The DPDPA establishes general principles for personal data processing: consent, purpose limitation, data minimization, and data subject rights. But facial recognition in public spaces tests each of these principles:
- Consent: Citizens walking through a public space equipped with facial recognition cameras cannot meaningfully consent to biometric data collection. The DPDPA's consent requirement is effectively nullified when data is collected passively and at scale.
- Purpose limitation: Facial recognition data collected for one purpose (airport security) can potentially be used for others (protest monitoring, movement tracking) without the data subject's knowledge or consent—particularly under the government exemption provisions.

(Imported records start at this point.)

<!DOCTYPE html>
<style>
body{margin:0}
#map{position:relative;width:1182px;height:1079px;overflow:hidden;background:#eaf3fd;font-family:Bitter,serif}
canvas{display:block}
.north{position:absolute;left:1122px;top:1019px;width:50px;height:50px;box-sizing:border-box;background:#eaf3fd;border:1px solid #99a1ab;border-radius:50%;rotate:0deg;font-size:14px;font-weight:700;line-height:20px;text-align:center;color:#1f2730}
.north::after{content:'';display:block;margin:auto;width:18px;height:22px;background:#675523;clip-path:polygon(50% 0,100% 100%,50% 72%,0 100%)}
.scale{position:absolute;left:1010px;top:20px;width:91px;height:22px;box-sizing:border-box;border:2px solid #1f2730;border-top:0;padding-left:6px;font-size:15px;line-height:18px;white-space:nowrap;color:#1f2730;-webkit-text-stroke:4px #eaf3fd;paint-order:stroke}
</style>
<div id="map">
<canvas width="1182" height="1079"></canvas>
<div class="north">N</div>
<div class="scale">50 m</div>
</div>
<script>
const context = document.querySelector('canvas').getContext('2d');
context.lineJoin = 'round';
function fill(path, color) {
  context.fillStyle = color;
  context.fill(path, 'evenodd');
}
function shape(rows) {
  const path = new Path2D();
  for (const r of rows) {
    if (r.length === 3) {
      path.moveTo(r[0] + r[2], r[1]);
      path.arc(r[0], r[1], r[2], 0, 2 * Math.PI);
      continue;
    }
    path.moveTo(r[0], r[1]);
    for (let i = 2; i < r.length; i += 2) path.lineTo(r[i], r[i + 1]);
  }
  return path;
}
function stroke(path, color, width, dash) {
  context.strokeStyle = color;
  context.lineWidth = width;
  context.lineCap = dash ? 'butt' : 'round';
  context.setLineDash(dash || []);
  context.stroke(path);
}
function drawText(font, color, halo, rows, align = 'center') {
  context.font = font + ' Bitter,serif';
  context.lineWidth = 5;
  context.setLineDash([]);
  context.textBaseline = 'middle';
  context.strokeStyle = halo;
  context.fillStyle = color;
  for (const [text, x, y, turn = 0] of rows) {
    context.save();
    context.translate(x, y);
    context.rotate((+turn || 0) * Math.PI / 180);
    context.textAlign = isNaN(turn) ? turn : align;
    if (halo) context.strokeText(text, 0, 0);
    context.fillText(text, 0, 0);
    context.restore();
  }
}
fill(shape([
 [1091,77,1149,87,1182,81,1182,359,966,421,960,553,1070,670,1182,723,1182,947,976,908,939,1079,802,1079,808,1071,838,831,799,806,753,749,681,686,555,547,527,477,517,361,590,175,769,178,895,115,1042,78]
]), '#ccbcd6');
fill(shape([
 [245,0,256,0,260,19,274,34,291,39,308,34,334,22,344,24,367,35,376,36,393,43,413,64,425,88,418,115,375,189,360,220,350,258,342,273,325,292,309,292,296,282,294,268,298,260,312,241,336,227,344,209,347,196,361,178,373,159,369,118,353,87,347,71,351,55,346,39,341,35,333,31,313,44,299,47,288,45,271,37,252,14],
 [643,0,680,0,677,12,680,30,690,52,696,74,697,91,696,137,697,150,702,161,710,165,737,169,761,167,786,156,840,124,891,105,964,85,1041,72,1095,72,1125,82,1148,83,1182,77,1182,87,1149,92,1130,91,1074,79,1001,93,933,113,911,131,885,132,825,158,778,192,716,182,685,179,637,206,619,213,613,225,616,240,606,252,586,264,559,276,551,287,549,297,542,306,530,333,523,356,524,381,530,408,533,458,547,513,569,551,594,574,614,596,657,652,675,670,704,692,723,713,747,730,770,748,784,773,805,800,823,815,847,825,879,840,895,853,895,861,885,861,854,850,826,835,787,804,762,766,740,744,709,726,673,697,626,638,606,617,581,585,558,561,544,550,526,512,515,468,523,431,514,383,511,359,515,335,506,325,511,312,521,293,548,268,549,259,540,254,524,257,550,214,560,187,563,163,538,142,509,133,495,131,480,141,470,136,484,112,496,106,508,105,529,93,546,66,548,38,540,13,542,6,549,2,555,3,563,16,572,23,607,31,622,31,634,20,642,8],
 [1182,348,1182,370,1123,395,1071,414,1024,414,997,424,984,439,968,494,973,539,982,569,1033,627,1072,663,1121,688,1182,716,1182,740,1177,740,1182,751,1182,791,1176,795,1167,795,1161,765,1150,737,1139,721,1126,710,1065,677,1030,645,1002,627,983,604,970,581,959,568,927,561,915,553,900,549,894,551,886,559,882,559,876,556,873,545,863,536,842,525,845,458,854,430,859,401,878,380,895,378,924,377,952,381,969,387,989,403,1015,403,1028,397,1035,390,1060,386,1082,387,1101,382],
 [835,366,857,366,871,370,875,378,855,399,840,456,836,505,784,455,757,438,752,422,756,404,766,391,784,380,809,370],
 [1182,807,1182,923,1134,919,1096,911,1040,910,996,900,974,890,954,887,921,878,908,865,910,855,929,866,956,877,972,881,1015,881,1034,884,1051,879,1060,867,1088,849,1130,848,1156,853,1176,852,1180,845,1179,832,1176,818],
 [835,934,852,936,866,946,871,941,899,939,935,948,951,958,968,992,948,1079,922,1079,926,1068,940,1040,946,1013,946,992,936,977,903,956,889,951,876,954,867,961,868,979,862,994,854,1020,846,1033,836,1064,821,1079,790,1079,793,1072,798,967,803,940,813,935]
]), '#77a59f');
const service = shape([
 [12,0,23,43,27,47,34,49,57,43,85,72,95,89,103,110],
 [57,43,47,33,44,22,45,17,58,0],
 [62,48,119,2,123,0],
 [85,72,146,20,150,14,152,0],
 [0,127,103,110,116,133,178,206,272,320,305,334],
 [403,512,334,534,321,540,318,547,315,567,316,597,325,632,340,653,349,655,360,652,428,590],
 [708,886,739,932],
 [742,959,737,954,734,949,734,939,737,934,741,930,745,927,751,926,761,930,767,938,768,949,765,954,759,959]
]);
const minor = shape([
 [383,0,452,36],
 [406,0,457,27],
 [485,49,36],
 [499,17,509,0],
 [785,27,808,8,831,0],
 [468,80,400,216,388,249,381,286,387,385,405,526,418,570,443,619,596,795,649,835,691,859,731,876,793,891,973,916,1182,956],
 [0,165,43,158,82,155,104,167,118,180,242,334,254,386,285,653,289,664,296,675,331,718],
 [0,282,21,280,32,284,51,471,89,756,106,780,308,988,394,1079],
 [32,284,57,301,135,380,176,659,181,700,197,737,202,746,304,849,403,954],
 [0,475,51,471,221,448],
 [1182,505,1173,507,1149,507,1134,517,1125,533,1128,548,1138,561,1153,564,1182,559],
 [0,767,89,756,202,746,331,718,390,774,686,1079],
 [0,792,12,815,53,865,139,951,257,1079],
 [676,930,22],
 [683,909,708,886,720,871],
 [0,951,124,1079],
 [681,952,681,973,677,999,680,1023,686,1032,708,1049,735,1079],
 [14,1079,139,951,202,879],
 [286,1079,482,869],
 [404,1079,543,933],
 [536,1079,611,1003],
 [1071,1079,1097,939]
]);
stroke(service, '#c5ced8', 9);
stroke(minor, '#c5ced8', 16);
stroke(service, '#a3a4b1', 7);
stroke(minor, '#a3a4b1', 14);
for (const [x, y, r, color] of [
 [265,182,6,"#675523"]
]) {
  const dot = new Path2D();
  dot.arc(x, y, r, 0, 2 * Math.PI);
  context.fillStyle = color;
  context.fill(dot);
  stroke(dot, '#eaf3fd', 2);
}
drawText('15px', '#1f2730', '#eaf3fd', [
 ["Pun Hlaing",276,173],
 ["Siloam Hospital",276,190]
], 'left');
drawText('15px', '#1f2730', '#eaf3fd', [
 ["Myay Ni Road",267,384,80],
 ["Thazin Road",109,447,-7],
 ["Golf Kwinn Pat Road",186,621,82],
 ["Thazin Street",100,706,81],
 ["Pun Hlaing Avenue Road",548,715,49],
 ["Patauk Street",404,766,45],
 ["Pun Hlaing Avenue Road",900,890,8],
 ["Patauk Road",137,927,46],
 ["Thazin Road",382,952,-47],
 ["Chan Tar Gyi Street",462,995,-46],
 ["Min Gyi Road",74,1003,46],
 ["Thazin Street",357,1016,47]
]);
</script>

- Data minimization: Facial recognition systems are inherently data-maximizing. Their effectiveness increases with the size of the reference database, creating an institutional incentive to collect and retain biometric data from as many individuals as possible.
The Digital Transformation Paradox
Verma, Mittal, and Bala (2025) situate facial recognition within India's broader digital transformation. India stands at a pivotal moment where the rapid integration of AI into governance—through facial recognition, Aadhaar's biometric framework, and predictive analytics—promises administrative efficiency and security but simultaneously raises significant privacy concerns.
The paradox is that India's digital governance infrastructure—Aadhaar, UPI, DigiLocker—has been remarkably successful at financial inclusion and service delivery. The same infrastructure that enables a rural farmer to receive government subsidies directly into a bank account also creates the surveillance capability to track that farmer's location, transactions, and social connections. The tools of inclusion and the tools of surveillance are architecturally identical.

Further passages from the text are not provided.